• _Stored data_:
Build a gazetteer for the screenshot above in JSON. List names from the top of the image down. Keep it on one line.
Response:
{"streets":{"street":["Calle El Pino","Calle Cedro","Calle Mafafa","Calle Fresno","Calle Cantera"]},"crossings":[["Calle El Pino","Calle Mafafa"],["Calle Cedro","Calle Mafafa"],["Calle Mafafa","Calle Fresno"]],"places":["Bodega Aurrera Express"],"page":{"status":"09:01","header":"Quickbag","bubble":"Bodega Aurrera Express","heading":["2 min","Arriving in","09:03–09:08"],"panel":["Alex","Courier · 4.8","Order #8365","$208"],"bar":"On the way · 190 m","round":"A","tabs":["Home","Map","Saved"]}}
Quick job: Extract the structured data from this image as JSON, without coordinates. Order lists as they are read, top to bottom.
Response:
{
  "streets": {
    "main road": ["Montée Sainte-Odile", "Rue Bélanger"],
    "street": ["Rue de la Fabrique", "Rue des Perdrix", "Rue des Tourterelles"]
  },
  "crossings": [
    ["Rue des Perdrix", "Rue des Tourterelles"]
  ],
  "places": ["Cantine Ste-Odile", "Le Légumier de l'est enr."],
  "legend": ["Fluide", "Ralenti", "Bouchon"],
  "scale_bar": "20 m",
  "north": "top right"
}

• _Problem to solve_:
An exact reproduction of all the records is required.

• _Written answer_:
Build a gazetteer for the screenshot above in JSON. List names from the top of the image down. Keep it on one line.
Response:
{"streets":{"street":["Calle El Pino","Calle Cedro","Calle Mafafa","Calle Fresno","Calle Cantera"]},"crossings":[["Calle El Pino","Calle Mafafa"],["Calle Cedro","Calle Mafafa"],["Calle Mafafa","Calle Fresno"]],"places":["Bodega Aurrera Express"],"page":{"status":"09:01","header":"Quickbag","bubble":"Bodega Aurrera Express","heading":["2 min","Arriving in","09:03–09:08"],"panel":["Alex","Courier · 4.8","Order #8365","$208"],"bar":"On the way · 190 m","round":"A","tabs":["Home","Map","Saved"]}}
Quick job: Extract the structured data from this image as JSON, without coordinates. Order lists as they are read, top to bottom.
Response:
{
  "streets": {
    "main road": ["Montée Sainte-Odile", "Rue Bélanger"],
    "street": ["Rue de la Fabrique", "Rue des Perdrix", "Rue des Tourterelles"]
  },
  "crossings": [
    ["Rue des Perdrix", "Rue des Tourterelles"]
  ],
  "places": ["Cantine Ste-Odile", "Le Légumier de l'est enr."],
  "legend": ["Fluide", "Ralenti", "Bouchon"],
  "scale_bar": "20 m",
  "north": "top right"
}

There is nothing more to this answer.